### REQUIRED WORK
Retype every entry exactly, character for character.

----------------------------------------

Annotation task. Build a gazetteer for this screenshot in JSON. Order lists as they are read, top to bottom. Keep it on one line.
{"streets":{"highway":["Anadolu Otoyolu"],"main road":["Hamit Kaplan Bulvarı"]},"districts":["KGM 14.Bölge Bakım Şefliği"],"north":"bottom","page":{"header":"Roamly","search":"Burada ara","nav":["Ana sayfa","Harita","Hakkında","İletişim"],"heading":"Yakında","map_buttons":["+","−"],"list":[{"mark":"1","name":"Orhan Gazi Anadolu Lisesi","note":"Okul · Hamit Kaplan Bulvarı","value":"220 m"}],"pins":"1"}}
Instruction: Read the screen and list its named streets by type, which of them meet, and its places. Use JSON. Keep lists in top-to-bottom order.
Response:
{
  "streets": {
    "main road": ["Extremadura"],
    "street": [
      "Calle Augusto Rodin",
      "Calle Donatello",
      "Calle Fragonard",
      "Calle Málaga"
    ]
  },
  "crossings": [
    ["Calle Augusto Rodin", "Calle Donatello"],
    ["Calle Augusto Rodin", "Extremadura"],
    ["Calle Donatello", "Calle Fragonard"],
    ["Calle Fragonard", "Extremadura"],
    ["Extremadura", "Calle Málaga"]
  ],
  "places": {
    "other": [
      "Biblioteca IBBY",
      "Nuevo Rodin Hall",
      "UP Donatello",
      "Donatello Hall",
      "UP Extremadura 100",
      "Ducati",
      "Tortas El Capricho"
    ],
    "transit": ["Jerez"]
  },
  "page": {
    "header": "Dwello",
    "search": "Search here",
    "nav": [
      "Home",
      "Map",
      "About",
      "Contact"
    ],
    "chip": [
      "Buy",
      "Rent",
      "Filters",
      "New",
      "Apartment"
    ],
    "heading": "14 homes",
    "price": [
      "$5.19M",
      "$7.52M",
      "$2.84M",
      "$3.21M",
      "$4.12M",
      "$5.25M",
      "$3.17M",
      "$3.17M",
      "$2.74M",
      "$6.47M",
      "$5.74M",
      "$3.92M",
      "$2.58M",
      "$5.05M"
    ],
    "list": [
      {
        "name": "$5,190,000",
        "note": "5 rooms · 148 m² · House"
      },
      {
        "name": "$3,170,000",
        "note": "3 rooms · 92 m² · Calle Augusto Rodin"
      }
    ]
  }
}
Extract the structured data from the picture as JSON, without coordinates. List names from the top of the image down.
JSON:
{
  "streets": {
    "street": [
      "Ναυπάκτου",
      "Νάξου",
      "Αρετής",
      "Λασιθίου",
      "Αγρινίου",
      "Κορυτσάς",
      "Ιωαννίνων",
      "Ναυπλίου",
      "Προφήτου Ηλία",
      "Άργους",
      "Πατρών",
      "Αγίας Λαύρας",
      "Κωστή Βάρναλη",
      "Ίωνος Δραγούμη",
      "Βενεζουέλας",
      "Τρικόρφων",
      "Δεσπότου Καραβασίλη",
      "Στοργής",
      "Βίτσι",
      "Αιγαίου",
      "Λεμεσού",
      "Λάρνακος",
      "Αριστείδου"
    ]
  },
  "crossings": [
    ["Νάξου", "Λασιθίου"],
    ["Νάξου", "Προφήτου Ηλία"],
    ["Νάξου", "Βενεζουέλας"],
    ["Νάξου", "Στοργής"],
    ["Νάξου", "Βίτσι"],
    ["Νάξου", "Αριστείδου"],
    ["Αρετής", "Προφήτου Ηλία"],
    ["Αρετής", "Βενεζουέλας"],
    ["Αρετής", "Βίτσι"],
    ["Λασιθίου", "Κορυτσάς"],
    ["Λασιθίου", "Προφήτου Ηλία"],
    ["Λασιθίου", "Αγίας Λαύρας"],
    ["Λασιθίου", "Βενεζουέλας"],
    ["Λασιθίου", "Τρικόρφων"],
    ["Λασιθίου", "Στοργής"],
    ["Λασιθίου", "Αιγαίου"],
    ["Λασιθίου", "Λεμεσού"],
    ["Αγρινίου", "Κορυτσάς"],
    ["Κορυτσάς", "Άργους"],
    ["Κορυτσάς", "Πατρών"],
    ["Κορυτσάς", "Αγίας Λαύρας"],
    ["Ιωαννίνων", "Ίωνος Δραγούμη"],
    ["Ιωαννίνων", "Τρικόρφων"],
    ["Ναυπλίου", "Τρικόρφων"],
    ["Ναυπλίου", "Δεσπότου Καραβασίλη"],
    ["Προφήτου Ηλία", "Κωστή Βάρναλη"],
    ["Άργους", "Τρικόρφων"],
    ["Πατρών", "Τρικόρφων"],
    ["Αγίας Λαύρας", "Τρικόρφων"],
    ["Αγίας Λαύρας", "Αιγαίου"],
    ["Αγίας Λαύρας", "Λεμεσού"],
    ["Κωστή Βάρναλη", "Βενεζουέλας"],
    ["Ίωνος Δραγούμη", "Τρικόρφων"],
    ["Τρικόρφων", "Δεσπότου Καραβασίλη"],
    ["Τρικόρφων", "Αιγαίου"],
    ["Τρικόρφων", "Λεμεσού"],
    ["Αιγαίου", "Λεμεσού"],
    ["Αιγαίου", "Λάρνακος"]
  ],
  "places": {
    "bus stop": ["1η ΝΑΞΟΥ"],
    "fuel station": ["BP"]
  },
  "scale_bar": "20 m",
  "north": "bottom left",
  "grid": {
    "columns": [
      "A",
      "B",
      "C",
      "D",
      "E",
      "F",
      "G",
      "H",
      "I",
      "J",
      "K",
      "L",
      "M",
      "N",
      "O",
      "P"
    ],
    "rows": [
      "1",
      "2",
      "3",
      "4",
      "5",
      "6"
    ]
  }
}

----------------------------------------

### EXPECTED OUTPUT
Annotation task. Build a gazetteer for this screenshot in JSON. Order lists as they are read, top to bottom. Keep it on one line.
{"streets":{"highway":["Anadolu Otoyolu"],"main road":["Hamit Kaplan Bulvarı"]},"districts":["KGM 14.Bölge Bakım Şefliği"],"north":"bottom","page":{"header":"Roamly","search":"Burada ara","nav":["Ana sayfa","Harita","Hakkında","İletişim"],"heading":"Yakında","map_buttons":["+","−"],"list":[{"mark":"1","name":"Orhan Gazi Anadolu Lisesi","note":"Okul · Hamit Kaplan Bulvarı","value":"220 m"}],"pins":"1"}}
Instruction: Read the screen and list its named streets by type, which of them meet, and its places. Use JSON. Keep lists in top-to-bottom order.
Response:
{
  "streets": {
    "main road": ["Extremadura"],
    "street": [
      "Calle Augusto Rodin",
      "Calle Donatello",
      "Calle Fragonard",
      "Calle Málaga"
    ]
  },
  "crossings": [
    ["Calle Augusto Rodin", "Calle Donatello"],
    ["Calle Augusto Rodin", "Extremadura"],
    ["Calle Donatello", "Calle Fragonard"],
    ["Calle Fragonard", "Extremadura"],
    ["Extremadura", "Calle Málaga"]
  ],
  "places": {
    "other": [
      "Biblioteca IBBY",
      "Nuevo Rodin Hall",
      "UP Donatello",
      "Donatello Hall",
      "UP Extremadura 100",
      "Ducati",
      "Tortas El Capricho"
    ],
    "transit": ["Jerez"]
  },
  "page": {
    "header": "Dwello",
    "search": "Search here",
    "nav": [
      "Home",
      "Map",
      "About",
      "Contact"
    ],
    "chip": [
      "Buy",
      "Rent",
      "Filters",
      "New",
      "Apartment"
    ],
    "heading": "14 homes",
    "price": [
      "$5.19M",
      "$7.52M",
      "$2.84M",
      "$3.21M",
      "$4.12M",
      "$5.25M",
      "$3.17M",
      "$3.17M",
      "$2.74M",
      "$6.47M",
      "$5.74M",
      "$3.92M",
      "$2.58M",
      "$5.05M"
    ],
    "list": [
      {
        "name": "$5,190,000",
        "note": "5 rooms · 148 m² · House"
      },
      {
        "name": "$3,170,000",
        "note": "3 rooms · 92 m² · Calle Augusto Rodin"
      }
    ]
  }
}
Extract the structured data from the picture as JSON, without coordinates. List names from the top of the image down.
JSON:
{
  "streets": {
    "street": [
      "Ναυπάκτου",
      "Νάξου",
      "Αρετής",
      "Λασιθίου",
      "Αγρινίου",
      "Κορυτσάς",
      "Ιωαννίνων",
      "Ναυπλίου",
      "Προφήτου Ηλία",
      "Άργους",
      "Πατρών",
      "Αγίας Λαύρας",
      "Κωστή Βάρναλη",
      "Ίωνος Δραγούμη",
      "Βενεζουέλας",
      "Τρικόρφων",
      "Δεσπότου Καραβασίλη",
      "Στοργής",
      "Βίτσι",
      "Αιγαίου",
      "Λεμεσού",
      "Λάρνακος",
      "Αριστείδου"
    ]
  },
  "crossings": [
    ["Νάξου", "Λασιθίου"],
    ["Νάξου", "Προφήτου Ηλία"],
    ["Νάξου", "Βενεζουέλας"],
    ["Νάξου", "Στοργής"],
    ["Νάξου", "Βίτσι"],
    ["Νάξου", "Αριστείδου"],
    ["Αρετής", "Προφήτου Ηλία"],
    ["Αρετής", "Βενεζουέλας"],
    ["Αρετής", "Βίτσι"],
    ["Λασιθίου", "Κορυτσάς"],
    ["Λασιθίου", "Προφήτου Ηλία"],
    ["Λασιθίου", "Αγίας Λαύρας"],
    ["Λασιθίου", "Βενεζουέλας"],
    ["Λασιθίου", "Τρικόρφων"],
    ["Λασιθίου", "Στοργής"],
    ["Λασιθίου", "Αιγαίου"],
    ["Λασιθίου", "Λεμεσού"],
    ["Αγρινίου", "Κορυτσάς"],
    ["Κορυτσάς", "Άργους"],
    ["Κορυτσάς", "Πατρών"],
    ["Κορυτσάς", "Αγίας Λαύρας"],
    ["Ιωαννίνων", "Ίωνος Δραγούμη"],
    ["Ιωαννίνων", "Τρικόρφων"],
    ["Ναυπλίου", "Τρικόρφων"],
    ["Ναυπλίου", "Δεσπότου Καραβασίλη"],
    ["Προφήτου Ηλία", "Κωστή Βάρναλη"],
    ["Άργους", "Τρικόρφων"],
    ["Πατρών", "Τρικόρφων"],
    ["Αγίας Λαύρας", "Τρικόρφων"],
    ["Αγίας Λαύρας", "Αιγαίου"],
    ["Αγίας Λαύρας", "Λεμεσού"],
    ["Κωστή Βάρναλη", "Βενεζουέλας"],
    ["Ίωνος Δραγούμη", "Τρικόρφων"],
    ["Τρικόρφων", "Δεσπότου Καραβασίλη"],
    ["Τρικόρφων", "Αιγαίου"],
    ["Τρικόρφων", "Λεμεσού"],
    ["Αιγαίου", "Λεμεσού"],
    ["Αιγαίου", "Λάρνακος"]
  ],
  "places": {
    "bus stop": ["1η ΝΑΞΟΥ"],
    "fuel station": ["BP"]
  },
  "scale_bar": "20 m",
  "north": "bottom left",
  "grid": {
    "columns": [
      "A",
      "B",
      "C",
      "D",
      "E",
      "F",
      "G",
      "H",
      "I",
      "J",
      "K",
      "L",
      "M",
      "N",
      "O",
      "P"
    ],
    "rows": [
      "1",
      "2",
      "3",
      "4",
      "5",
      "6"
    ]
  }
}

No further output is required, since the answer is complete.